*** RECORDS SUPPLIED ***
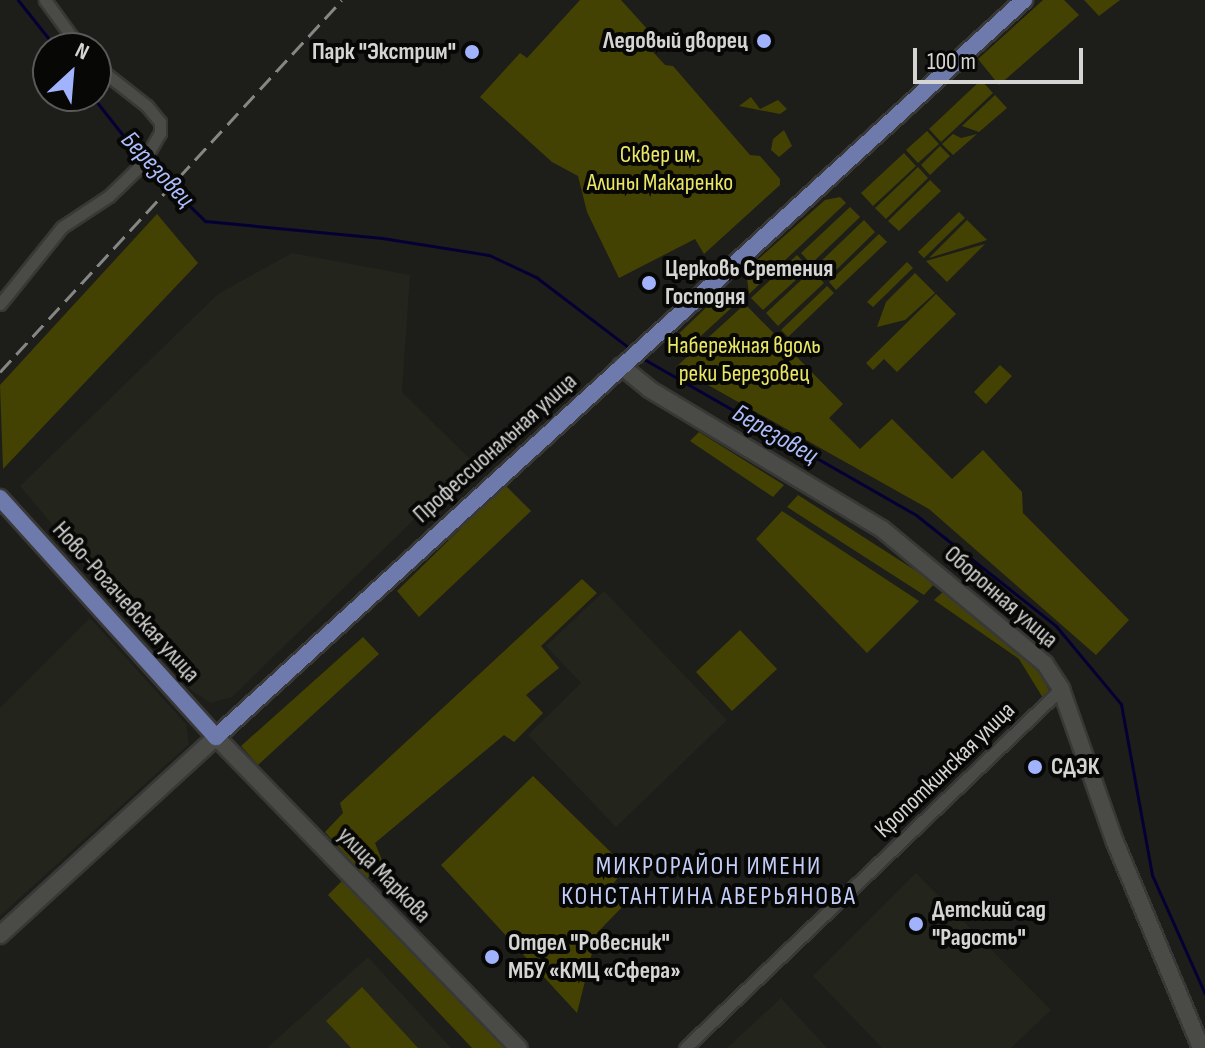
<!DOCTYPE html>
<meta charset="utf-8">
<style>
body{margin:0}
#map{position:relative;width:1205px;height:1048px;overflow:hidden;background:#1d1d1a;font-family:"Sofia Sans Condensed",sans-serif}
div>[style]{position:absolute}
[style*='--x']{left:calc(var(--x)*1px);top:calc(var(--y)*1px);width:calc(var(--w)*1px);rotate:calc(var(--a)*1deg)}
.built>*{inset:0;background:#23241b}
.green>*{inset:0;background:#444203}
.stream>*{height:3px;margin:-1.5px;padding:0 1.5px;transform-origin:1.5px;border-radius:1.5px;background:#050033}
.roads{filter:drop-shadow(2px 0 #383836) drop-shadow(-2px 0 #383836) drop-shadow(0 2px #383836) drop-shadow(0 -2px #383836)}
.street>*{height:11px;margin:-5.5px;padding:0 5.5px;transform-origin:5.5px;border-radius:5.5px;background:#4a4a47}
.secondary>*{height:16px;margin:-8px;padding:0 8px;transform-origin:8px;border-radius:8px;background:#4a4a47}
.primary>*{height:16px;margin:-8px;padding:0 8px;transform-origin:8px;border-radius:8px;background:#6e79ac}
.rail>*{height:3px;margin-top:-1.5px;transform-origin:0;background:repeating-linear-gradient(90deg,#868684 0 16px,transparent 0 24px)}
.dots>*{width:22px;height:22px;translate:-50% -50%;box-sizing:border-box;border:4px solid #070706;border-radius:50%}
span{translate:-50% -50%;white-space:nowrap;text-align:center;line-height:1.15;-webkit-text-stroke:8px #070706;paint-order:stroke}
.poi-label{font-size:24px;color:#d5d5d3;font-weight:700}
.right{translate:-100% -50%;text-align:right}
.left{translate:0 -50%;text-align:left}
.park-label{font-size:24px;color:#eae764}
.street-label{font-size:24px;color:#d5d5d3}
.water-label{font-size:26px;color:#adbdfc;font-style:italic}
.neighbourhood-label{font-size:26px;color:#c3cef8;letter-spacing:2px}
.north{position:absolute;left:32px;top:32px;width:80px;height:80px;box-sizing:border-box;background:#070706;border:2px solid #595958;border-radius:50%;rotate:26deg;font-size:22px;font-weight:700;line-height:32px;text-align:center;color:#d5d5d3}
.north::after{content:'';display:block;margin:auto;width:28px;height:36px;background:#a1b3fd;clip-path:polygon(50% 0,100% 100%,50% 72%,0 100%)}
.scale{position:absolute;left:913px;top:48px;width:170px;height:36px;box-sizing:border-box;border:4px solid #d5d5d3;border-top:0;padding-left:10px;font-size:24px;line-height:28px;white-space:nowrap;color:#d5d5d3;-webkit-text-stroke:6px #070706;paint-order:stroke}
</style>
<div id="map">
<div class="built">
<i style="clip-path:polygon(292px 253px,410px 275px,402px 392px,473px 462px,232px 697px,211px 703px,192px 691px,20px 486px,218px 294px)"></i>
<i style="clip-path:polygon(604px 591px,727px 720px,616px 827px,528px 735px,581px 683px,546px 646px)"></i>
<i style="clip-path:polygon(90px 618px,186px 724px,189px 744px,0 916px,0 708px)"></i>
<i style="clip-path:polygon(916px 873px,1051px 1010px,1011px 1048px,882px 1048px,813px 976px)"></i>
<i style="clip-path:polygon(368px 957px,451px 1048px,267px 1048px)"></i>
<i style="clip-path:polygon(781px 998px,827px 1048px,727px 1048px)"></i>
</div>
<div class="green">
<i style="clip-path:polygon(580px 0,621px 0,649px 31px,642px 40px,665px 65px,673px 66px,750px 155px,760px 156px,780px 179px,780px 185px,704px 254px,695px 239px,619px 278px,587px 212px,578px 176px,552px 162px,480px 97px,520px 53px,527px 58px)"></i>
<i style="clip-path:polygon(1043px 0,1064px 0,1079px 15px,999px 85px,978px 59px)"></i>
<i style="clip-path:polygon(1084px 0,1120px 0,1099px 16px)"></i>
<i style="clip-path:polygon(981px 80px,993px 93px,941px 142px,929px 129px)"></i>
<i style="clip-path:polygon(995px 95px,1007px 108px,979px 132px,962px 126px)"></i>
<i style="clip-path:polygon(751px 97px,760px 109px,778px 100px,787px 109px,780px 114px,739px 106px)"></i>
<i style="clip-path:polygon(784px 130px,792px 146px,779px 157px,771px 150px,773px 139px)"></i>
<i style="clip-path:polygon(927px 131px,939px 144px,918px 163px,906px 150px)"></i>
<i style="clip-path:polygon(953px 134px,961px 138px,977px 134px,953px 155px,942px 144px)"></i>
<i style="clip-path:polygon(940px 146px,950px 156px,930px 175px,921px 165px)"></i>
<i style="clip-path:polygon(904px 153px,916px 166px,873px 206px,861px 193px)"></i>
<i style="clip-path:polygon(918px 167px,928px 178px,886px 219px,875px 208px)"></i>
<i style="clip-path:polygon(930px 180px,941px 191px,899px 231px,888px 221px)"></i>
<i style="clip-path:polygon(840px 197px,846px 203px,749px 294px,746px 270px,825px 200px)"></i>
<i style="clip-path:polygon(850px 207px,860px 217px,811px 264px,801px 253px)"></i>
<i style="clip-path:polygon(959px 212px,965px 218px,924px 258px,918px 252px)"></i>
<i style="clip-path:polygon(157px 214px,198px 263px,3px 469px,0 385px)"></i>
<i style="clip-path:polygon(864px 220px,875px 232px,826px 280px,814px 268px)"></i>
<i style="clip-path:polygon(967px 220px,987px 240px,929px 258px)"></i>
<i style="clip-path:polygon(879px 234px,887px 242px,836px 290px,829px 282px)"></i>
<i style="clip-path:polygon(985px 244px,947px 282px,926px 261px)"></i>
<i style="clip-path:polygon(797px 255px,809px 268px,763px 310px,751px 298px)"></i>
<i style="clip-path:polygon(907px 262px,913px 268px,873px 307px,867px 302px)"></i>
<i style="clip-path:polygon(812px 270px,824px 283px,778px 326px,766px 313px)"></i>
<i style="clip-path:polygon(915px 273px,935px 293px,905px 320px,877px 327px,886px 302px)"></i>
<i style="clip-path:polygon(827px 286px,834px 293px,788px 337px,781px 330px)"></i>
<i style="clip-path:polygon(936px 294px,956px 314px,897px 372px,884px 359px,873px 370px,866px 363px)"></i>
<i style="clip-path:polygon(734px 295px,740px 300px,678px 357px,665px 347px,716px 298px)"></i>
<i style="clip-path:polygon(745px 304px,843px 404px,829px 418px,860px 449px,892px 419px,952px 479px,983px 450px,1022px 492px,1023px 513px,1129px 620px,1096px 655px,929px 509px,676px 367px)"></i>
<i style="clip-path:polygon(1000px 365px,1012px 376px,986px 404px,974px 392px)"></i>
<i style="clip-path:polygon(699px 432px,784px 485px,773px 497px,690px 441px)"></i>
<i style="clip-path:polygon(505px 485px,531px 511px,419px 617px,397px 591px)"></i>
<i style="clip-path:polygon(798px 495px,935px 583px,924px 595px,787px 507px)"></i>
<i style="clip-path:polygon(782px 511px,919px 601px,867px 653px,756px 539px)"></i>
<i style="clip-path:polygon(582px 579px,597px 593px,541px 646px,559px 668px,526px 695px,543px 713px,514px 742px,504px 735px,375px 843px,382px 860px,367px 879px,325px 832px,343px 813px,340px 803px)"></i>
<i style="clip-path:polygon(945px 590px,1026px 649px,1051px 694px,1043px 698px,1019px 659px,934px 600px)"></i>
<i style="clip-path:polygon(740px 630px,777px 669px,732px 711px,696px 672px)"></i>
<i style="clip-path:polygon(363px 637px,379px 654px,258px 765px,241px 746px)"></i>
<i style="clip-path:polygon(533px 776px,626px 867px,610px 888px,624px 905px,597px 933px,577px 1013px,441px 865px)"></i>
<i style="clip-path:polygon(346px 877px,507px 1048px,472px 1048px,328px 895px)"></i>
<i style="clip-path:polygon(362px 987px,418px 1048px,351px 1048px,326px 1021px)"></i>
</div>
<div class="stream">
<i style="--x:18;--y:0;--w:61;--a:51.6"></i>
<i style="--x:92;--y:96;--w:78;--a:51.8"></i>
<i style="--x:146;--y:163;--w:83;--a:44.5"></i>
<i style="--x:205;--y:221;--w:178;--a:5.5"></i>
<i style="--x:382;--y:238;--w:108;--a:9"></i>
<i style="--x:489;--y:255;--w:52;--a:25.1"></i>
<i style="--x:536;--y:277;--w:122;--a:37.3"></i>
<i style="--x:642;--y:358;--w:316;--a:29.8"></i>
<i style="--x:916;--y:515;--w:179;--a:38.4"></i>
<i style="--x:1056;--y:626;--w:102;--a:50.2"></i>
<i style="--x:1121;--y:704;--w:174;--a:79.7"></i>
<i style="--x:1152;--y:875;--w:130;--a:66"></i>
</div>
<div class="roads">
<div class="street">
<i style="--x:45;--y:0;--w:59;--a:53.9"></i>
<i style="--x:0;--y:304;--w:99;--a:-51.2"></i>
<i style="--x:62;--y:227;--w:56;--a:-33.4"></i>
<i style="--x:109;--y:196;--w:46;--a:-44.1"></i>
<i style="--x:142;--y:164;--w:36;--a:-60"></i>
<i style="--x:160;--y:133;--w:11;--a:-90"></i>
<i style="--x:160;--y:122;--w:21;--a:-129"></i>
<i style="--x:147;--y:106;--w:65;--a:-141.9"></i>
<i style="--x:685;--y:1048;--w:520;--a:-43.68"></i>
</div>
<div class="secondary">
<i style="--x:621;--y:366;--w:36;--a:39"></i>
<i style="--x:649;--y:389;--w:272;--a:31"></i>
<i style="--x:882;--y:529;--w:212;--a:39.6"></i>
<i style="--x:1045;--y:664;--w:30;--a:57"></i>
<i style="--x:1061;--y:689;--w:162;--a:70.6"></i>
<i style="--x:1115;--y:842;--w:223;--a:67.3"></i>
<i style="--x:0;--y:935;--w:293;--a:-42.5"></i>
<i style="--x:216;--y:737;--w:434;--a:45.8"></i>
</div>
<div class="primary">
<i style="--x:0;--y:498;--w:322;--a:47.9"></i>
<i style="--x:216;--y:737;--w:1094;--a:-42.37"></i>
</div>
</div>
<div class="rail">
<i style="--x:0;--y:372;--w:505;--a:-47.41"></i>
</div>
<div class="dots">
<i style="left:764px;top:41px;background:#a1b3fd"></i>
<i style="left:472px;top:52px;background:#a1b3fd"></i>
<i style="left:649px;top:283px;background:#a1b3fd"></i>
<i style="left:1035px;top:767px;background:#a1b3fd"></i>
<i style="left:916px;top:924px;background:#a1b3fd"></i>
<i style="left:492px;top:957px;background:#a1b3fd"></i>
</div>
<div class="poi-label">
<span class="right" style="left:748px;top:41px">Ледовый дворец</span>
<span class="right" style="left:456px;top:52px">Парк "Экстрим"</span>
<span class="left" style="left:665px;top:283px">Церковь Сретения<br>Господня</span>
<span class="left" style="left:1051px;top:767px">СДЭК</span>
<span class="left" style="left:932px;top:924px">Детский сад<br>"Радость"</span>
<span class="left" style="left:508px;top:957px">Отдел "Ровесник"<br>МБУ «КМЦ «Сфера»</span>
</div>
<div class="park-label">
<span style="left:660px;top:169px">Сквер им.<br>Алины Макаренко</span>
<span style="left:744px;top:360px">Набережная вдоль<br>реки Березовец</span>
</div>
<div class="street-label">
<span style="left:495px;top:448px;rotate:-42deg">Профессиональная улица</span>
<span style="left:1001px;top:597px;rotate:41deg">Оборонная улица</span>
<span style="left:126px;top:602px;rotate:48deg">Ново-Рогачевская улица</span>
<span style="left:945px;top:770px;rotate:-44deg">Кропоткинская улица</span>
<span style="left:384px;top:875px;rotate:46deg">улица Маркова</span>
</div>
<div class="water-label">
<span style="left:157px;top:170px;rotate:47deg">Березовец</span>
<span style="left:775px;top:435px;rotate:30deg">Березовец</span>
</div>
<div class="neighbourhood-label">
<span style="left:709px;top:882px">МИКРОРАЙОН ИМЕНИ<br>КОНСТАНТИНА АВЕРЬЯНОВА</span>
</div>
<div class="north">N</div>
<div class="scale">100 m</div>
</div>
*** End of RECORDS SUPPLIED ***
■ **ASSIGNMENT**
Print only the lines from the first line of the data above through the one containing "0 #383836) drop-shadow(-2px", exactly as they are, with pictures omitted.

■ **SOLUTION TO THE EXERCISE**
<!DOCTYPE html>
<meta charset="utf-8">
<style>
body{margin:0}
#map{position:relative;width:1205px;height:1048px;overflow:hidden;background:#1d1d1a;font-family:"Sofia Sans Condensed",sans-serif}
div>[style]{position:absolute}
[style*='--x']{left:calc(var(--x)*1px);top:calc(var(--y)*1px);width:calc(var(--w)*1px);rotate:calc(var(--a)*1deg)}
.built>*{inset:0;background:#23241b}
.green>*{inset:0;background:#444203}
.stream>*{height:3px;margin:-1.5px;padding:0 1.5px;transform-origin:1.5px;border-radius:1.5px;background:#050033}
.roads{filter:drop-shadow(2px 0 #383836) drop-shadow(-2px 0 #383836) drop-shadow(0 2px #383836) drop-shadow(0 -2px #383836)}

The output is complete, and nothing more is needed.